Only to a point says Dr Dee: "Whilst twitter has become a major component of diplomatic life, with diplomats themselves frequently tweeting position updates and news from negotiations, it does also present a major challenge for diplomacy. If diplomacy is best achieved where trust is developed quietly and away from the public eye, twitter can provide the medium for removing that trust between diplomats as any statement, off-hand comment, or 'red-line' presented can be tweeted and showcased to the world. Worse still, it raises serious concerns where diplomats' own politicians can broadcast statements which either contradict or undermine the position they are presenting or even attack the other party with whom the diplomats are seeking to build rapport and trust.
"That is why @realDonaldTrump is a diplomat's nightmare. It seems to go against the grain of expected statesmanlike behaviour. It is unpredictable because Donald Trump tweets himself with apparently no administrative oversight or input which may in turn cause diplomatic contradiction and confusion. And it breeds mistrust because diplomats cannot guarantee that an ill-timed tweet from the President of the United States may not derail an entire negotiation.
“And that is the power of his tweets. Ill-judged or not, any statement by the President of the United States will have a global impact. If Trump chooses to maintain his own personal twitter feed, he should take heed of that impact and consider what it is he is saying, who it affects, and if it is really necessary for him to comment at all,” adds Dr Dee. “Should.”
Dr Guido van Meersbergen is a Leverhulme Trust Early Career Fellow at the University of Warwick, where he is a member of the Global History and Culture Centre.
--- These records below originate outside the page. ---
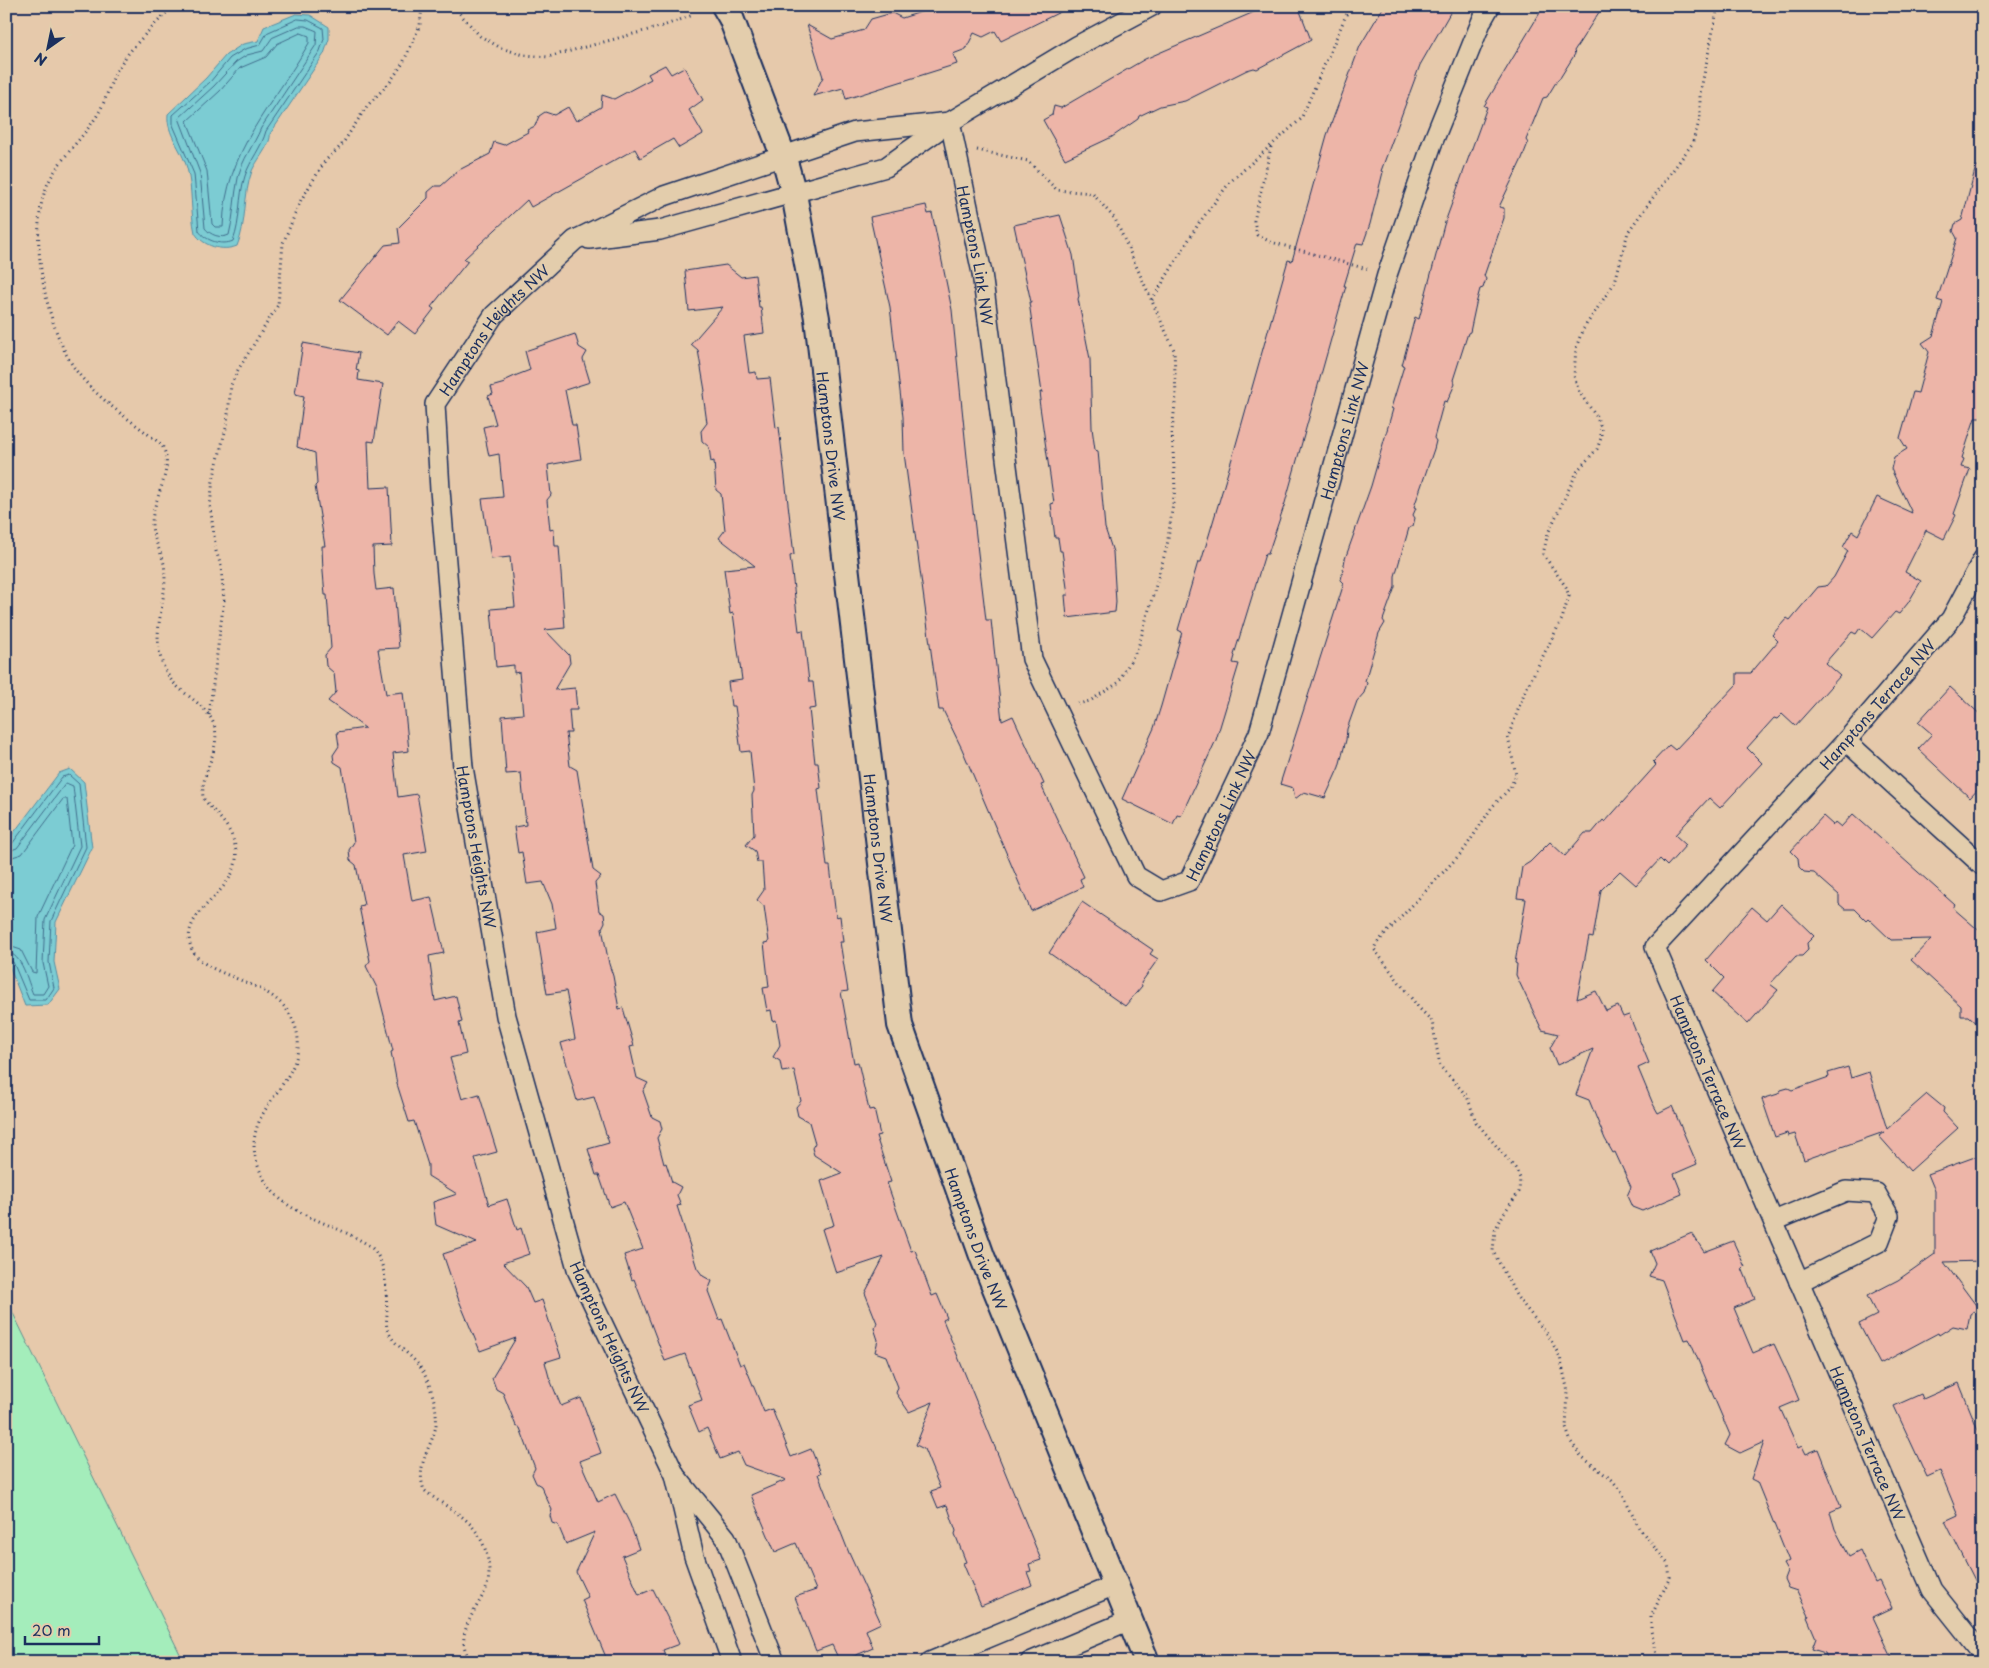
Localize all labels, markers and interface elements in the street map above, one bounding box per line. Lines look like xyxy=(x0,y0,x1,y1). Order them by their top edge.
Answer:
north arrow xyxy=(22,22,72,72)
text: N xyxy=(30,47,51,71)
street label: Hamptons Link NW xyxy=(952,183,1000,327)
street label: Hamptons Heights NW xyxy=(433,258,554,400)
street label: Hamptons Link NW xyxy=(1313,359,1374,502)
street label: Hamptons Drive NW xyxy=(812,370,852,522)
street label: Hamptons Terrace NW xyxy=(1814,634,1940,774)
street label: Hamptons Link NW xyxy=(1179,746,1261,884)
street label: Hamptons Heights NW xyxy=(451,764,503,930)
street label: Hamptons Drive NW xyxy=(859,772,899,924)
street label: Hamptons Terrace NW xyxy=(1665,991,1752,1153)
street label: Hamptons Drive NW xyxy=(940,1164,1014,1313)
street label: Hamptons Heights NW xyxy=(565,1257,655,1417)
street label: Hamptons Terrace NW xyxy=(1825,1362,1912,1524)
scale bar xyxy=(25,1613,99,1645)
text: 20 m xyxy=(32,1618,71,1641)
His research focuses on cross-cultural diplomacy, early modern ethnography, and the Dutch and English East India Companies in South Asia. Guido received his PhD from University College London (UCL) and has previously held the Max Weber Fellowship at the European University Institute (EUI) and a teaching position at the University of Amsterdam.
The way in which diplomats from different parts of the world reached, or failed to reach, cultural understanding is a topic that will be discussed during a workshop entitled Cross-Cultural Diplomacy Compared: Afro-Eurasian Perspectives (16th-18th Centuries) held at the University of Warwick’s Institute of Advanced Study on 1 February 2017.
Dr Megan Dee is an Associate Research Fellow in the Department of Politics and International Studies at the University of Warwick. Her research expertise covers international negotiation, diplomacy and decision-making in international organisations, with particular interest in the European Union, United Nations and World Trade Organisation. Megan has published widely on these topics with articles in journals such as The Hague Journal of Diplomacy, European Security and European Foreign Affairs Review. Her first book was published by Palgrave in 2015 entitled The European Union in a Multipolar World: World Trade, Global Governance and the Case of the WTO. Megan was awarded her PhD in Politics from the University of Glasgow in April 2013, she has an MSc in International Politics from the University of Glasgow and a BSc hons in Politics (1st class) from the University of Stirling.